THE ASAHI SHIMBUN
August 3, 2021 at 19:30 JST
Sena Irie has found many forms of inspiration in her drive to become an Olympic boxing champion.
First, it was manga. Then, playing games or encouraging words from her coaches.
But most of the time, she drew inspiration from frogs, her favorite animal.
“I’m not interested in Shibuya or Harajuku at all,” the 20-year-old university student would say of the trendy Tokyo districts. “I want to spend my off-time with frogs.”

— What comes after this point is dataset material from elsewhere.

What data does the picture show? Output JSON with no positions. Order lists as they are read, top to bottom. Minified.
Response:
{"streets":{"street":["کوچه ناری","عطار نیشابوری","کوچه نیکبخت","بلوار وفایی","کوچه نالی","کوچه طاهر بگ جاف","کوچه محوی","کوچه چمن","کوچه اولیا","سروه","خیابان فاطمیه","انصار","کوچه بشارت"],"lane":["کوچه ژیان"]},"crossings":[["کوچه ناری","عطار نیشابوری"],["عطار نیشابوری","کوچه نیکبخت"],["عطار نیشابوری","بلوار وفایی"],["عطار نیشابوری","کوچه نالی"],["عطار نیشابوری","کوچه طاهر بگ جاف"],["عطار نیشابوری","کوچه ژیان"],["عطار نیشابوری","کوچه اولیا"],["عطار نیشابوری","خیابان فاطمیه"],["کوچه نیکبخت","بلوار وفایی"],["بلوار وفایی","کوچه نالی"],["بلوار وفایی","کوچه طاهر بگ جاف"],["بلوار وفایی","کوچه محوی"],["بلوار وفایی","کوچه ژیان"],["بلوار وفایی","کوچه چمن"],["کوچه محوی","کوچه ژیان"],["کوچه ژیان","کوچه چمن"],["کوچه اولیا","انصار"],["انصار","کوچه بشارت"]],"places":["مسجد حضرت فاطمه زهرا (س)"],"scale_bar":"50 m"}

On Aug. 3, Irie won the gold medal in the women’s featherweight 54 to 57-kilogram division in boxing at the Tokyo Olympics. She is the first Japanese female boxer to win an Olympic medal, and the third Japanese pugilist to win an Olympic gold medal.
“I don’t remember a thing,” an ecstatic Irie said after the fight. “The next I know, I was changing. It’s surreal. I pinched myself many times. And I still feel like I’m in a dream.”
Born and raised in Yonago, Tottori Prefecture, Irie loved playing in the Sea of Japan, where she dove to catch seashells.
When she was a second-grader in elementary school, she read “Ganbare Genki,” a manga comic series about a boy who wants to be a boxer like his father.
She immediately started practicing her boxing moves and punches.
“The more I practiced, the better I boxed. It was fun,” Irie recalled.
The 2012 London Olympics changed her life.
Women’s boxing was added to the Olympics for the first time. Irie was still a sixth-grader then.
But the following year, Tokyo won the bid to host the 2020 Summer Olympics. People around her got their hopes up that Irie would be a star at that event.
“It became too late for me to quit even if I wanted to quit,” she said of the expectations.
When she was a high school student, her father gave her a mobile phone. When asked to pick a number, she selected “2020.”
In March 2020, she earned a spot to represent Japan at the Tokyo Olympics. She would be the first Japanese female boxer to compete in the quadrennial sports event.
But the joy was short-lived. The COVID-19 pandemic forced organizers to postpone the Games for a year.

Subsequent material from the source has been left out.